I Am the Software Über Admin!
SecureEXE locks down executables to help keep users out of trouble.
- By Roberta Bragg
SecureWave's SecureEXE can be set up to give
you the ability to control who runs what. Unlike
the Windows 2000 permission model, which too often
assumes every user is innocent until proven guilty,
SecureEXE assumes that all users logging on to
computers managed by the program have malicious
intent and removes their ability to run any code.
You must explicitly give them the ability to run
anything. They can't even log on and get their
desktop unless you've given them permission to
use the appropriate files in the OS.
If that sounds like a daunting task, it's not quite as bad as it seems.
Granting Run permission is sort of like assigning ACLs on groups of files,
instead of individual files. Part of your SecureEXE setup consists of
creating these file groups from installation CD-ROMS, applications correctly
installed on remote computers and manual listings. Once I got the program
installed in a clean test network environment, adding the ability for
all users to log on and run Win2K Pro took about five minutes.
|When users run software, the use is logged along with
time, location and access approval codes. The logs can be fetched
from any registered client computer and examined from the SecureWave
Management console. (Click image to view larger version.)
SecureEXE used that time to create a cryptographic hash of each executable,
.dll, and other files in the installation CD-ROM I386 directory at which
I pointed it. Each hash is placed in the SecureEXE database. Each collection
of hashes is organized into a file group. To give users the ability to
run the files, you must assign a group they're a member of to the file
group. When a user logs on, his computer receives a list of hashes for
each file group to which he's been assigned. If some action on his part
requires the code in a file, the SecureEXE client compares the stored
hash to a fresh hash made from the local file. Do they match? The file
can be run. They don't? The user gets an error message.

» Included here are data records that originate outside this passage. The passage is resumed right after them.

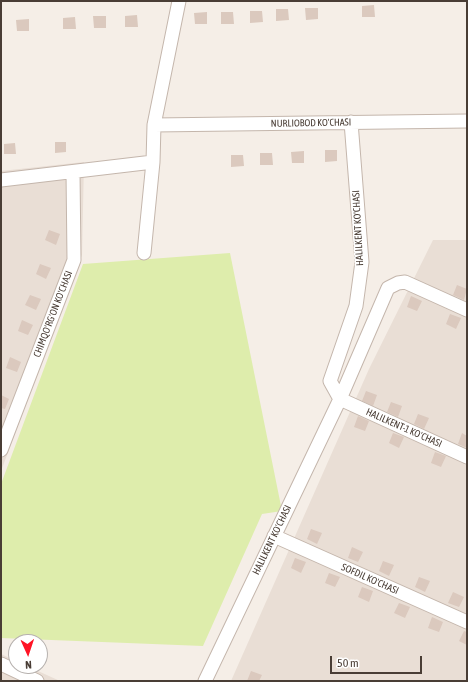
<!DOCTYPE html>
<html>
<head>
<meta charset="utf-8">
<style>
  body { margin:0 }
  #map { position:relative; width:468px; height:682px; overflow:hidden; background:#f5eee7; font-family:"Asap Condensed",sans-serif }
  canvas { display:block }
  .frame { position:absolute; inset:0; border:2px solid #493d35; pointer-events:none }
  .north { position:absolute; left:8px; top:634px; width:40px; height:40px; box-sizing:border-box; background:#fff; border:1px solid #b6b1ae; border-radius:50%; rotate:177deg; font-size:11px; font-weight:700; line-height:16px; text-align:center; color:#493d35 }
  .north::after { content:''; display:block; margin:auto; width:14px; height:18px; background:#ff1425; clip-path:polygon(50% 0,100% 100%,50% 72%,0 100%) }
  .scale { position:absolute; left:330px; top:656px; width:92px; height:18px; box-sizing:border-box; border:2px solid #493d35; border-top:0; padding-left:5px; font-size:12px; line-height:14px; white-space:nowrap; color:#493d35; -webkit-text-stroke:3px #fff; paint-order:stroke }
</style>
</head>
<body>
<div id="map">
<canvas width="468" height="682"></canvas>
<div class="frame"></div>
<div class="north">N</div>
<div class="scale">50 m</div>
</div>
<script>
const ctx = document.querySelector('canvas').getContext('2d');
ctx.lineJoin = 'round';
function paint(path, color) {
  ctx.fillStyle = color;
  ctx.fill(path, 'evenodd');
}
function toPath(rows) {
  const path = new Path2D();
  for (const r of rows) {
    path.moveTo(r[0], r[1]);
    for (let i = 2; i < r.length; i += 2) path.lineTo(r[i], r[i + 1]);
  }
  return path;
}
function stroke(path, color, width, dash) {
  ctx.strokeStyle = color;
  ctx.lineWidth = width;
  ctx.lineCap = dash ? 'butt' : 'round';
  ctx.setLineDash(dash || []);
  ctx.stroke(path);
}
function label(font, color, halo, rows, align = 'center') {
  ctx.font = font + ' "Asap Condensed",sans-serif';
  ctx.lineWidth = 3;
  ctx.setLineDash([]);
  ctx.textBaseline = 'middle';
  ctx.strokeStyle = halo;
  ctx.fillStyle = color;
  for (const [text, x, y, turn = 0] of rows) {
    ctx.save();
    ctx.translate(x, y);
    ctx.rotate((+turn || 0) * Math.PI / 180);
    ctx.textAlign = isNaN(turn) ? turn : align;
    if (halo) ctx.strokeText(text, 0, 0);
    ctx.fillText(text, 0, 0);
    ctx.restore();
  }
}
paint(toPath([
  [84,162,82,255,1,471,1,171],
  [433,240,467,240,467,681,231,681,369,369],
  [1,654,16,661,16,666,27,666,60,681,1,681]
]), '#e9ded5');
paint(toPath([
  [230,253,282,511,262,514,203,646,1,638,1,484,83,264]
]), '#deedac');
paint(toPath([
  [374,5,375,17,362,17,362,6],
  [305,8,318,8,318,19,306,20],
  [276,9,288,9,289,20,276,21],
  [250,11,262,11,263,22,250,23],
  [207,12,207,24,195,24,194,13],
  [221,12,233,12,234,24,221,24],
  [137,15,138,27,125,27,125,16],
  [93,16,106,16,106,28,94,28],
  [75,17,76,29,63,29,63,18],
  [29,19,29,31,17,31,16,20],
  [55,142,66,142,66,152,55,153],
  [15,143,16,154,4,154,4,144],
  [325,150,337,150,337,161,325,162],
  [304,151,304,163,292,163,291,152],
  [260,153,272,153,273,165,260,165],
  [231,155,243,155,244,166,231,167],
  [49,230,60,234,56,245,45,240],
  [40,264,51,268,46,279,36,274],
  [457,285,467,289,464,300,453,295],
  [30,295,41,299,36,310,25,305],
  [411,296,422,301,417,311,407,307],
  [450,314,461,318,456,329,446,324],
  [22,320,33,325,28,335,18,331],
  [10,357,21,362,17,372,6,368],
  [366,391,377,395,373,406,362,401],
  [1,395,9,399,5,409,1,408],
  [391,402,402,406,398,417,387,412],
  [418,414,429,418,424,429,414,424],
  [358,416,369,421,365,431,354,427],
  [393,433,404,437,399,448,389,443],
  [462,433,467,436,467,448,458,444],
  [435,452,446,456,441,467,431,463],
  [311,529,322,533,317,544,307,539],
  [352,547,363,552,358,562,348,558],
  [295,558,306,562,301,573,291,568],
  [383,561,394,565,389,576,379,571],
  [329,573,340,577,335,587,325,583],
  [419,577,430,581,425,592,415,587],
  [362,587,373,591,369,602,358,597],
  [453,592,464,597,459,607,448,603],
  [399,603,410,607,405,618,394,613],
  [432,617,443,622,439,632,428,628],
  [464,631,467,632,467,645,459,641],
  [251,671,262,675,259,681,247,681]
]), '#dbc9be');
const minor = toPath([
  [351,122,362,262,356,306,330,381,340,399,467,457],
  [154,125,467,121],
  [1,180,153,162],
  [144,253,153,162,154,125,179,1],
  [1,450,74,260,73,172],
  [274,536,467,622],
  [1,664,37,681],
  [205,681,340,399,388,288,398,283,405,282,467,310]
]);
stroke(minor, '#c4b6ac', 15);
stroke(minor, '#fff', 13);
label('10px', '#493d35', '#fff', [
  ["NURLIOBOD KO'CHASI",311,123,-1],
  ["HALILKENT KO'CHASI",358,228,-93],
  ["CHIMQO'RG'ON KO'CHASI",53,314,-69],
  ["HALILKENT-1 KO'CHASI",404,428,24],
  ["HALILKENT KO'CHASI",272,540,-64],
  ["SOFDIL KO'CHASI",370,579,24]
]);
</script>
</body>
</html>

To fully deploy SecureEXE requires making a file group for each program
or set of programs your users need to use and then assigning the file
groups to groups of users who are authorized to use them. Deploying Office
XP? Make a file group. Want to let help desk personnel run some Resource
Kit utilities? Make a file group. Have home-grown applications? Build
another file group. Now comes the fun part: No user can run a program
unless she, or some group she's a member of, has been assigned to the
file group. Who's more powerful? Domain Admin? Enterprise Admin? Nah,
the SecureEXE Administrator is truly the Über Admin in your enterprise.
After setting up a few file groups with varying permissions, I installed
the SecureEXE client on my Win2K Pro system. I logged on as various users
and tried it out. It all worked as advertised. I was even able to give
specific users permission to install a driver that members of the Domain
Admins group couldn't touch.
SecureEXE can give you serious control over user activities in your network,
but does require extensive setup. Are there any vulnerabilities or problems
with the product? My experience with the product isn't deep enough to
offer an opinion. To deploy this product in your network requires extensive
effort and requires you to rely on the security of the database, user
caches of hashes, and the strength of its cryptography. Before deployment
I'd want to invest more significant effort in testing and gain more details
on its underpinnings.
Roberta Bragg, MCSE: Security, CISSP, Security+, and Microsoft MVP is a Redmond contributing editor and the owner of Have Computer Will Travel Inc., an independent firm specializing in information security and operating systems. She's series editor for Osborne/McGraw-Hill's Hardening series, books that instruct you on how to secure your networks before you are hacked, and author of the first book in the series, Hardening Windows Systems.